Haier, a leading IoT Smart Living brand in China has been working with Microsoft closely in bringing branded and personalized voice experiences in their smart speakers and more intelligent home appliances and set a great example of how personal voice can be used to differentiate brands in the market with innovative user experience.
“Over the past two years, we have closely collaborated with Microsoft in speech synthesis, language understanding, and other aspects. In 2022, Haier Smart Home, jointly with Microsoft China, released China's first "Home Brain Whitepaper" and launched intelligent speakers and home appliances products with Haier‘s brand voice empowered by Microsoft's Azure AI text to speech and custom neural voice capabilities. Recently, Microsoft text to speech's personal voice feature allows our users to replicate their own voice in real-time with only a minimal amount of data. This allows users to control and use home appliances by listening to their family's voice, making the intelligent speakers more family-like and life-enriching.”
----Wei Qiu Deng, the Vice President of Haier Smart Home, General Manager of Whole House Intelligence
Try the samples
Check out the samples below to hear how the voices created sound, using just a short sample as the audio prompt.
|
Human voice sample |
Output sample |
Female 1 |
(English) |
English Chinese French |
Female 2 |
(English)
|
English Chinese Spanish |
Male 1 |
(English) |
English German Chinese |
Male 2 |
(Chinese) |
Chinese English German |
Try with your own data
In Speech Studio, click on the ‘Personal Voice’ card.
All users can try the prebuilt samples, while the “try your own voice” feature is available upon request. If you do not already have permission to access the demo, click the ‘Request demo access’ button to submit the request.
After gaining permission, you can record your own voice and try the voice output samples in different languages.
Check the video below for a demonstration.
Responsibly integrate personal voice into your apps
With the personal voice feature, it’s required that every voice be created with explicit consent from the user. A recorded statement from the user is required acknowledging that the customer will create and use their voice. Based on the speaker verbal statement file and the audio prompt (a clean human voice sample longer than 60 seconds), personal voice creates a voice profile that encodes the voice characteristics of the user which is then used to generate synthesized audio with the text input provided. The voice created can generate speech in any of the 100 languages supported, no locale tag required in the request, empowered by automatic language detection at the sentence level.

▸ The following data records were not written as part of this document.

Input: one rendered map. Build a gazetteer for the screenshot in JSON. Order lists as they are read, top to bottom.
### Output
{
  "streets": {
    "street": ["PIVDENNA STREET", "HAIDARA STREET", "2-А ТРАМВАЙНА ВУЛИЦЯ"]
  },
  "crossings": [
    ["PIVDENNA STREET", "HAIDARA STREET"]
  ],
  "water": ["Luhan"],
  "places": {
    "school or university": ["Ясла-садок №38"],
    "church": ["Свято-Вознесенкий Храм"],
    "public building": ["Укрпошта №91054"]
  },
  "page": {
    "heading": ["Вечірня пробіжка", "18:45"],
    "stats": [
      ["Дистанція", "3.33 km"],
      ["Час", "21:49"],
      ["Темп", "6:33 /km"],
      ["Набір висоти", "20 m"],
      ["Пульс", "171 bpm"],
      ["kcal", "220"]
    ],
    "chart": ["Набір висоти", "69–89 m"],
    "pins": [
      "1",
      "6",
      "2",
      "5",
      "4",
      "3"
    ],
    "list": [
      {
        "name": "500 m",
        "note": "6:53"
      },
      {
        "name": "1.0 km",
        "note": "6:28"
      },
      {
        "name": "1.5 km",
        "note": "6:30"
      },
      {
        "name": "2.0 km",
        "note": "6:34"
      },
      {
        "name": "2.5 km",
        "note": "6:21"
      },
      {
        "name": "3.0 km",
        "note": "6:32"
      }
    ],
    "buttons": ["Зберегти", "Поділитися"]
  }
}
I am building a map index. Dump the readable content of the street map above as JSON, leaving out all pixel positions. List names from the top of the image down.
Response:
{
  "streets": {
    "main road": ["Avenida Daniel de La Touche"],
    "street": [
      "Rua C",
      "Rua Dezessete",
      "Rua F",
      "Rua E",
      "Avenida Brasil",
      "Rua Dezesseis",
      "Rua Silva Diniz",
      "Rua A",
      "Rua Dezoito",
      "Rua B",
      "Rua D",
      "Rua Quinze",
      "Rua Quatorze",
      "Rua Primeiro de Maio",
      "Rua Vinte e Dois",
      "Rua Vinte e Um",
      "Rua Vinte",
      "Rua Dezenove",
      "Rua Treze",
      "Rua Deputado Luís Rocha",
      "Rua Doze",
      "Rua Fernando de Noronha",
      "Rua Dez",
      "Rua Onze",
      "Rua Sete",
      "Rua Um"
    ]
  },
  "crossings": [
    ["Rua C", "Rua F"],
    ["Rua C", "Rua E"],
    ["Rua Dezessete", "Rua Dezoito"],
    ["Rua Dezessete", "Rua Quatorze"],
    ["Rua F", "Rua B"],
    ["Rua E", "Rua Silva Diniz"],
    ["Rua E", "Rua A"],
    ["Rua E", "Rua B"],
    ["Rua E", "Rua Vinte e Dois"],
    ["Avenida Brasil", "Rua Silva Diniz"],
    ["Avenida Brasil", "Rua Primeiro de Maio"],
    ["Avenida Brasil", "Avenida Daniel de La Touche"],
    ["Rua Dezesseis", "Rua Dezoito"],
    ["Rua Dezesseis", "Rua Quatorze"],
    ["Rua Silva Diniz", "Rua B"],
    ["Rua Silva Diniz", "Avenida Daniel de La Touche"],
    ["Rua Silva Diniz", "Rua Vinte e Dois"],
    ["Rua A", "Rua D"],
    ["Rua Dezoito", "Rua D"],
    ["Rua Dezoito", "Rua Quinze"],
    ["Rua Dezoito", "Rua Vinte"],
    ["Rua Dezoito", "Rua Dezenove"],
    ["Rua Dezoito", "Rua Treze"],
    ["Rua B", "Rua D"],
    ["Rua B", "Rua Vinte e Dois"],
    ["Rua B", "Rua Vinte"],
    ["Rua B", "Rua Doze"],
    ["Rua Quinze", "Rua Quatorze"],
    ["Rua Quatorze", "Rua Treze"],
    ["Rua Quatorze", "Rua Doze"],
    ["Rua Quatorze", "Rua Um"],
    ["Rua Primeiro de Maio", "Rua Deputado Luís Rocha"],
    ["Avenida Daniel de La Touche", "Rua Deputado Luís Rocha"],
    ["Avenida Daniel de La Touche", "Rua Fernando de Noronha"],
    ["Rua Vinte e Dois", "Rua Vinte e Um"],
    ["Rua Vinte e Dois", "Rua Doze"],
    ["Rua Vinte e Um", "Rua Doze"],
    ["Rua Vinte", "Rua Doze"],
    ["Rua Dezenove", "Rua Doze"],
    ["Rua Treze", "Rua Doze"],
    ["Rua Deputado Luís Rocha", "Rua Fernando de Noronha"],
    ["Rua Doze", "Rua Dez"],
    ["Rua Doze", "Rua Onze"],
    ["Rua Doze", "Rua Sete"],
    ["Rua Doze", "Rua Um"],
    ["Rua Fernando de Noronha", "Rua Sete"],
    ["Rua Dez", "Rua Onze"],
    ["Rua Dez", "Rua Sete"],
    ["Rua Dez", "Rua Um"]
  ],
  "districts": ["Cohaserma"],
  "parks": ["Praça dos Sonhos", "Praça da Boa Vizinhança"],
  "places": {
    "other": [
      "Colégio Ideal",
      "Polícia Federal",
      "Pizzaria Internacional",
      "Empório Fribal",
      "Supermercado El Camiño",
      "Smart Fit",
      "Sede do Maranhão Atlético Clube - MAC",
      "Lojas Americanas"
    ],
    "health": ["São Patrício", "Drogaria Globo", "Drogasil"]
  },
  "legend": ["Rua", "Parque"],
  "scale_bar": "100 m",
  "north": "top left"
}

Below is a sample request:
<speak version='1.0' xmlns='http://www.w3.org/2001/10/synthesis' xmlns:mstts='http://www.w3.org/2001/mstts' xml:lang='en-US'> <voice xml:lang='en-US' xml:gender='Male' name='PhoenixV2Neural'> <mstts:ttsembedding speakerProfileId='your speaker profile ID here'> I'm happy to hear that you find me amazing and that I have made your trip planning easier and more fun. 我很高兴听到你觉得我很了不起,我让你的旅行计划更轻松、更有趣。Je suis heureux d’apprendre que vous me trouvez incroyable et que j’ai rendu la planification de votre voyage plus facile et plus amusante. </mstts:ttsembedding> </voice> </speak> |
As part of Microsoft's commitment to responsible AI, personal voice is designed with the intention of protecting the rights of individuals and society, fostering transparent human-computer interaction, and counteracting the proliferation of harmful deepfakes and misleading content. For this reason, personal voice is a Limited Access feature available by registration only, and only for certain use cases. To access the API and use the feature in your business applications, register your use case here and apply for the access.
Eligible customers can integrate the personal voice API with their applications supporting personal voices for the following use cases only:
- In applications where voice output is constrained and defined by customers who meet Limited Access eligibility criteria, and where the voice does not read user-generated or open-ended content. Voice model usage must remain within the application and output must not be publishable or shareable from the application. Some examples of applications that fit this description are voice assistants in smart devices and customizing a character voice in gaming.
- Dubbing for films, TV, video, and audio for entertainment scenarios only, where customers who meet Limited Access eligibility criteria maintain sole control over the creation of, access to, and use of the voice models and their output.
Contact mstts[at]microsoft.com if your use case is not covered in the above categories.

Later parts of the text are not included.